__What is expected__:
State how many lines of the records include the word "symbols"; the reply is that number alone.

__Entries supplied__:
━━━
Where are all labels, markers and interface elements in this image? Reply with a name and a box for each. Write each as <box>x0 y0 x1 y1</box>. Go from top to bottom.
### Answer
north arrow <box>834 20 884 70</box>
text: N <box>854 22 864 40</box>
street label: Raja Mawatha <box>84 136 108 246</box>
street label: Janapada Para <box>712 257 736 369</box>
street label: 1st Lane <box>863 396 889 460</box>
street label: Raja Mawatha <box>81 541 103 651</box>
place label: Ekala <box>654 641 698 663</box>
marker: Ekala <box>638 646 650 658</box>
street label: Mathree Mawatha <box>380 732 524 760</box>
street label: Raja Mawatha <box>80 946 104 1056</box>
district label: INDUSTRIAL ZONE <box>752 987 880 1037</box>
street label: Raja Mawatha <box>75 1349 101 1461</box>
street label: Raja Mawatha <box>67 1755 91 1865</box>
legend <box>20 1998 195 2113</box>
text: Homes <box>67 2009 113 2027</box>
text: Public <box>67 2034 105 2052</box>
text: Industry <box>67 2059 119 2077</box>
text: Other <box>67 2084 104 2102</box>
━━━
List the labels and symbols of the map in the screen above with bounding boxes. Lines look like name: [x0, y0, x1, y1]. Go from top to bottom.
━━━
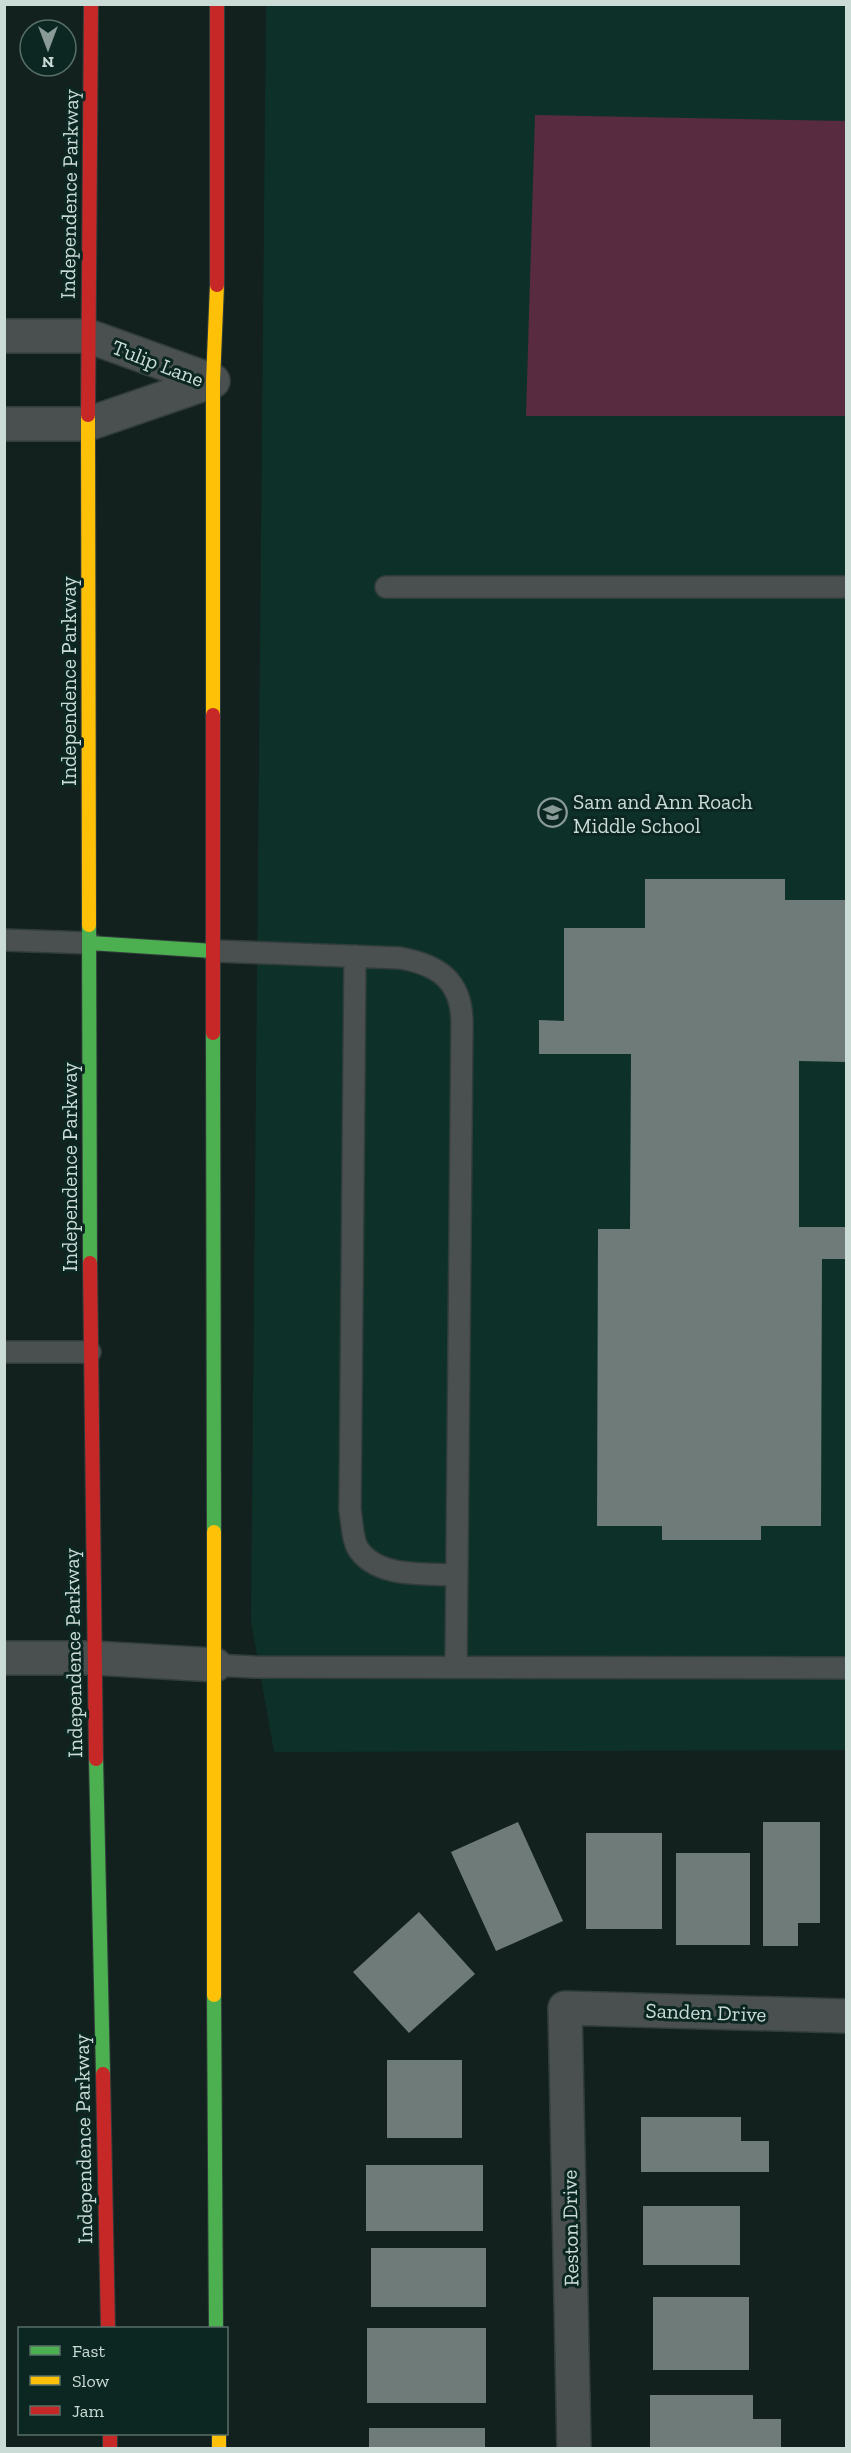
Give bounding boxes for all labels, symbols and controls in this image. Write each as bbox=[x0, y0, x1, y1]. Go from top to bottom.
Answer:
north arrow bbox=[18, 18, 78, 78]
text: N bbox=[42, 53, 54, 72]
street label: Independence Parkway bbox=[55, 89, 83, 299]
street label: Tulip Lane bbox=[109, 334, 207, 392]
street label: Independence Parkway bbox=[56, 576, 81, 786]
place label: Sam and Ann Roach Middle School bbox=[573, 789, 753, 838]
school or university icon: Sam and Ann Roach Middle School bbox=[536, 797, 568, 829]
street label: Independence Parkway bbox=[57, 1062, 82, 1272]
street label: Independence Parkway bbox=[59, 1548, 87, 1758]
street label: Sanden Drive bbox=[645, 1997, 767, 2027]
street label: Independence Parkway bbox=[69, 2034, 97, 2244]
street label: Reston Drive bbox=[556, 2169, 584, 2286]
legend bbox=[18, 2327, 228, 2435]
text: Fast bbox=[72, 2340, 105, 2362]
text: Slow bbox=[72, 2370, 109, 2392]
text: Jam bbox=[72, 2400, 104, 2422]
━━━
__Answer__:
2